Rajib Ghosh

Personal information
- Date of birth: 12 July 1989 (age 37)
- Place of birth: West Bengal, India
- Position: Defender

Team information
- Current team: Mohun Bagan

Youth career
- 2004–2006: Ballygunge AC
- 2006–2008: Calcutta Port Trust

Senior career*
- Years: Team / Apps / (Gls)
- 2008–2009: Kolkata Mohammedan
- 2009–2010: Dhaka Mohammedan
- 2010: Mohun Bagan
- 2010–2011: East Bengal
- 2011–2012: Pailan Arrows / 14 / (0)
- 2012–2013: Mohun Bagan / 2 / (0)
- 2013–2016: Bhawanipore

International career
- 2007–2008: India U19 / 5 / (0)

= Rajib Ghosh (footballer) =

Indian footballer (born 1989)

Rajib Ghosh (রাজীব ঘোষ; born 12 July 1989) is an Indian former footballer who last played as a defender for Calcutta Premier Division side Bhawanipore. He also represented West Bengal in Santosh Trophy, winning the 2009–10 season.

==Club career==
===Early career===
Born in West Bengal, Ghosh started playing football very early, when he was 6–7 years old. He played Nursery League for the Avenue Lake Gardens team, where they finished runners-up. He played as a midfielder in that tournament.

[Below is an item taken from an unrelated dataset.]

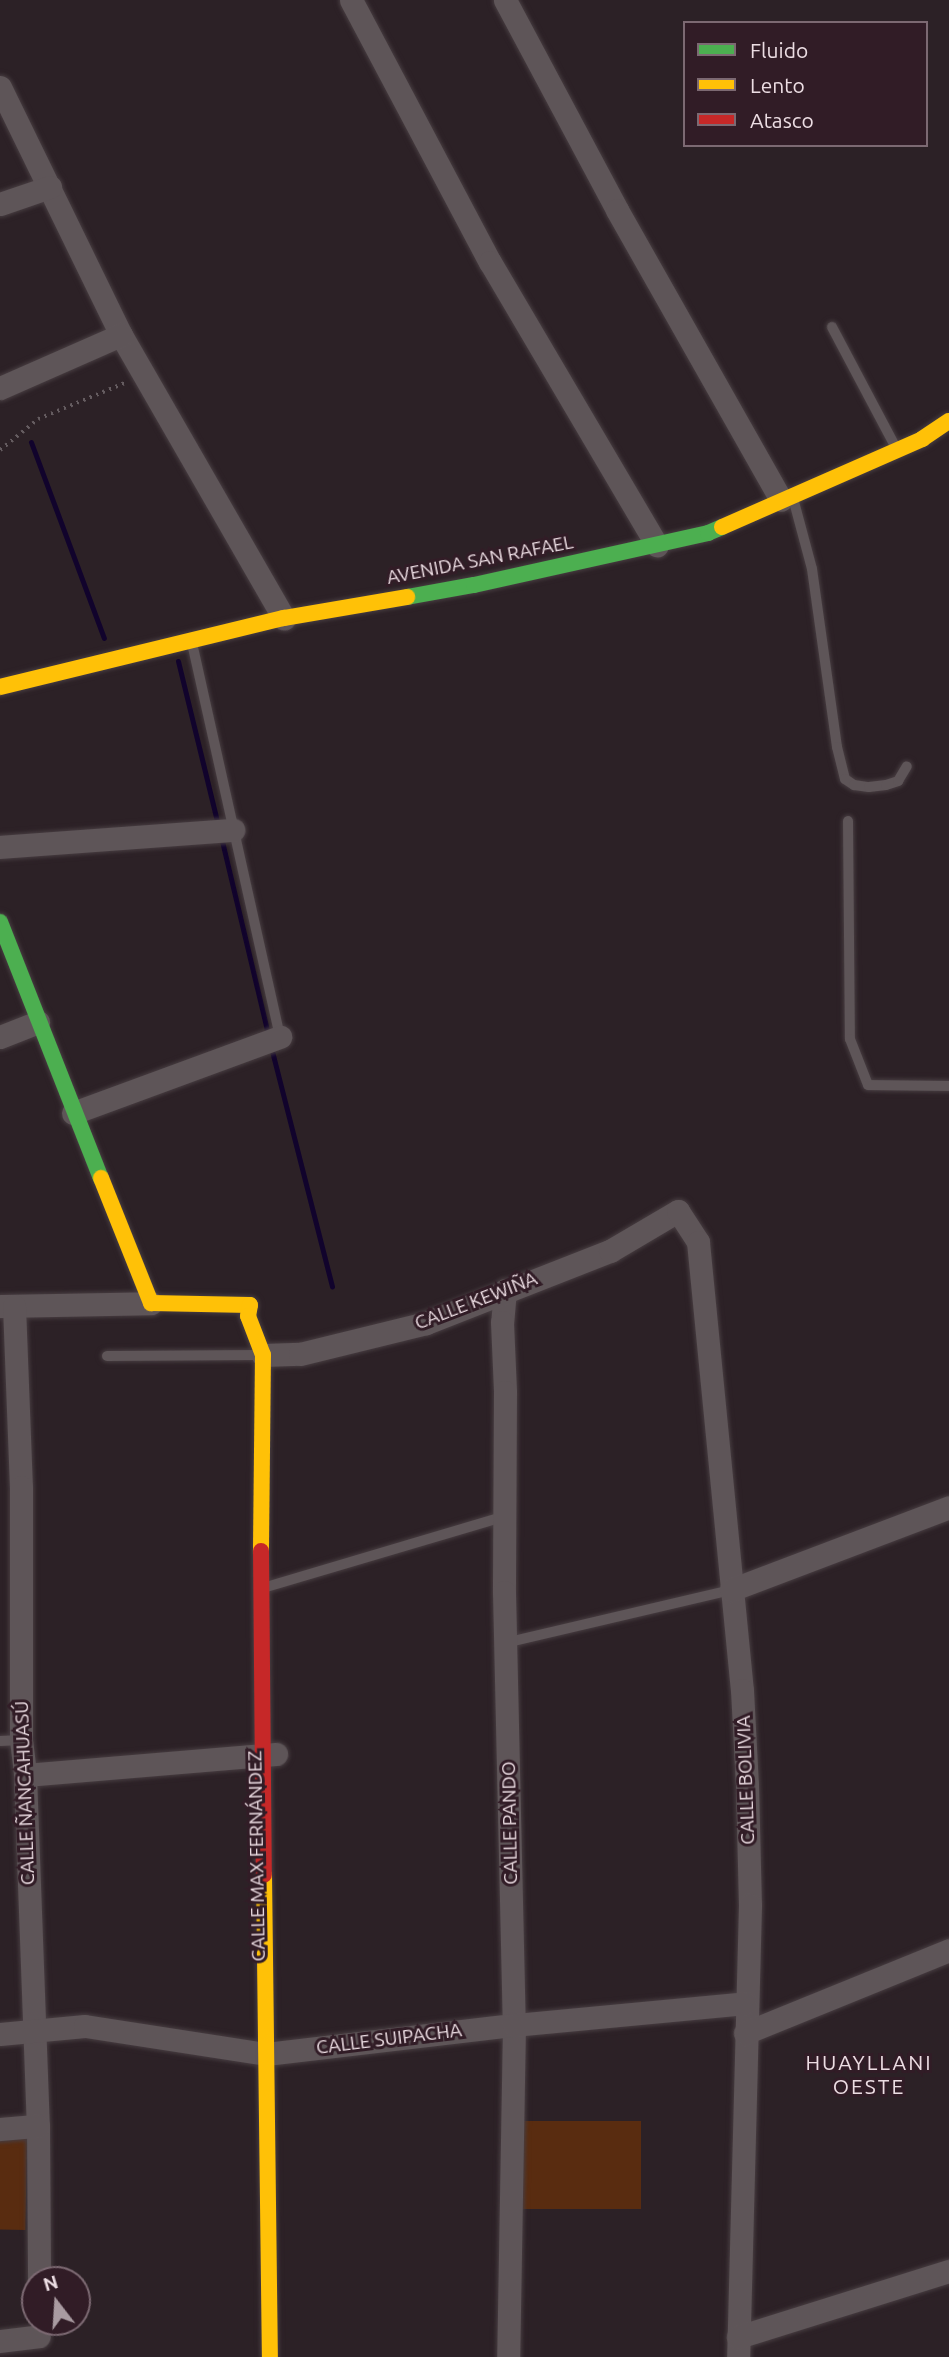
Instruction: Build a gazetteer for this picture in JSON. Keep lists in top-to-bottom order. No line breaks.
{"streets":{"street":["AVENIDA SAN RAFAEL","CALLE KEWIÑA","CALLE BOLIVIA","CALLE ÑANCAHUASÚ","CALLE PANDO","CALLE MAX FERNÁNDEZ","CALLE SUIPACHA"]},"crossings":[["CALLE KEWIÑA","CALLE BOLIVIA"],["CALLE KEWIÑA","CALLE PANDO"],["CALLE KEWIÑA","CALLE MAX FERNÁNDEZ"],["CALLE BOLIVIA","CALLE SUIPACHA"],["CALLE ÑANCAHUASÚ","CALLE SUIPACHA"],["CALLE PANDO","CALLE SUIPACHA"],["CALLE MAX FERNÁNDEZ","CALLE SUIPACHA"]],"districts":["HUAYLLANI OESTE"],"legend":["Fluido","Lento","Atasco"],"north":"top"}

After that stint, he joined Ballygunge AC, a 5th Division team in Kolkata where he played as a stopper. He then switched over to Milan Samity next season, where he played for two years. There also he played in centre-back.

He then moved to Kidderpore, where he spent two seasons. He played both as right back as well as defensive midfielder in that team. In his second season in Khidirpur (2005–06), they reached the Super Division (now Premier Division).

Ghosh first played in the CFL Premier Division during 2006–07 season, when he joined Calcutta Port Trust. The team was managed by Alok Mukherjee, who used him as left back. He got an offer to play for Mohammedan Sporting After that season, he got offer from Mohun Bagan and Salgaocar, but he had to stay in Mohammedan since he had two more years on his contract with them.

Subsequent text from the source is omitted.